Forse è qui che cascano tanti asini, non solo per via di metafora: se alcuni ultras della Nocerina impediscono (meglio: riescono a impedire) a migliaia di tifosi della loro squadra regolarmente tesserati di assistere alla gara con la Salernitana; se ogni volta il sospetto che la spintarella arbitrale per la Juventus arrivi comunque trova puntuale conferma; allora siamo alle prese, innanzitutto, con un fallimento normativo: le regole sono fatte male e soprattutto non vige la regola che dovrebbe garantire il controllo di tutte le altre, se mi passate il gioco di parole.
Se le tessere non servono nemmeno a far entrare chi le sottoscrive, se i designatori falliscono nel designare e – ancor di più – nel non assumersi le responsabilità delle designazioni sbagliate e se la dietrologia non viene mai sconfitta ma sempre assecondata dalla realtà, per quale motivo dovremmo continuare a fidarci?
Guarda caso, uno come Ljajic che viene dall’altra sponda dell’Adriatico, dove anche calcisticamente ne hanno viste di tutti i colori, ha però evidenziato una realtà avvilente: in Italia l’arbitro lo puoi subire, guai però a parlarne.

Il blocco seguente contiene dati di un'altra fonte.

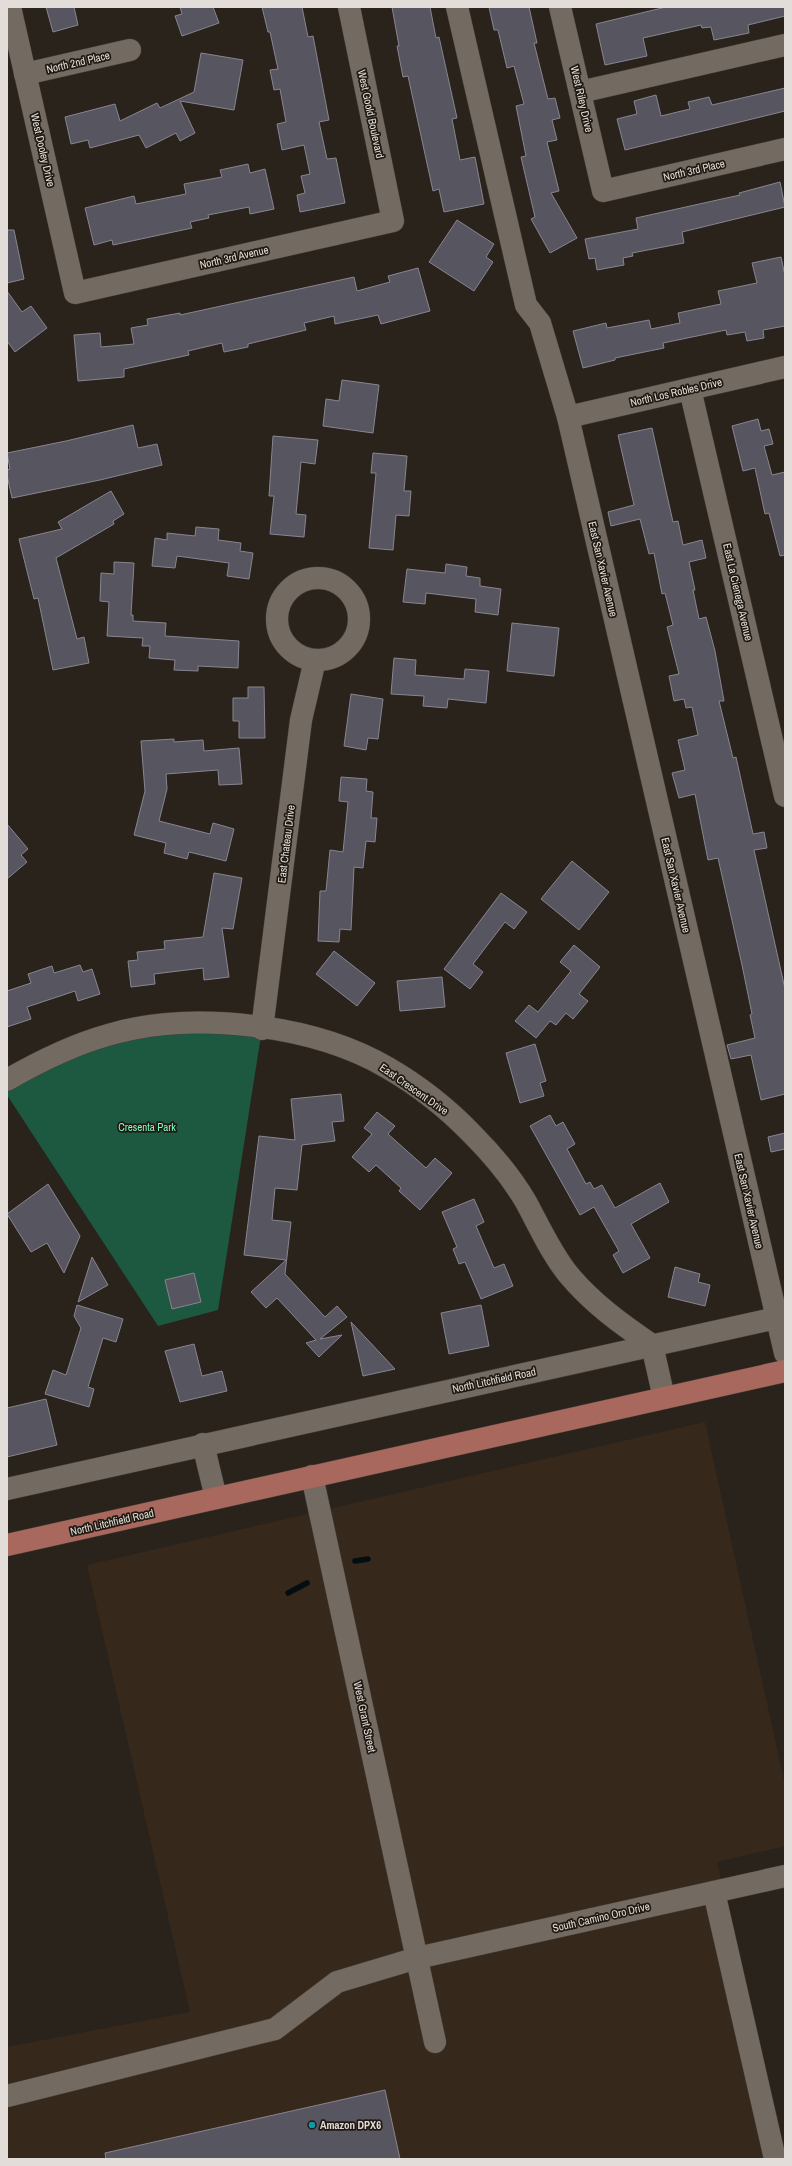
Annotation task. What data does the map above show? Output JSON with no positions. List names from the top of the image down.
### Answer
{
  "streets": {
    "main road": ["North Litchfield Road"],
    "street": [
      "North 2nd Place",
      "West Riley Drive",
      "West Goold Boulevard",
      "West Dooley Drive",
      "North 3rd Place",
      "North 3rd Avenue",
      "North Los Robles Drive",
      "East San Xavier Avenue",
      "East La Cienega Avenue",
      "East Chateau Drive",
      "East Crescent Drive",
      "West Grant Street",
      "South Camino Oro Drive"
    ]
  },
  "crossings": [
    ["North 2nd Place", "West Dooley Drive"],
    ["West Riley Drive", "North 3rd Place"],
    ["West Goold Boulevard", "North 3rd Avenue"],
    ["West Dooley Drive", "North 3rd Avenue"],
    ["North Los Robles Drive", "East San Xavier Avenue"],
    ["North Los Robles Drive", "East La Cienega Avenue"],
    ["East San Xavier Avenue", "North Litchfield Road"],
    ["East Chateau Drive", "East Crescent Drive"],
    ["East Crescent Drive", "North Litchfield Road"],
    ["North Litchfield Road", "West Grant Street"],
    ["West Grant Street", "South Camino Oro Drive"]
  ],
  "parks": ["Cresenta Park"],
  "places": ["Amazon DPX6"]
}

E quando diciamo arbitro, non parliamo solo di quel signore vestito con colori sgargianti come i suoi sempre più discutibili cartellini; parliamo di potere, anzi di sistema. Quello che rende tutto lecito e che addirittura lo giustifica.
Giustificheranno persino Ibra che non ha trovato il tempo per un bambino malato venuto da lontano apposta per incontrarlo, vedrete.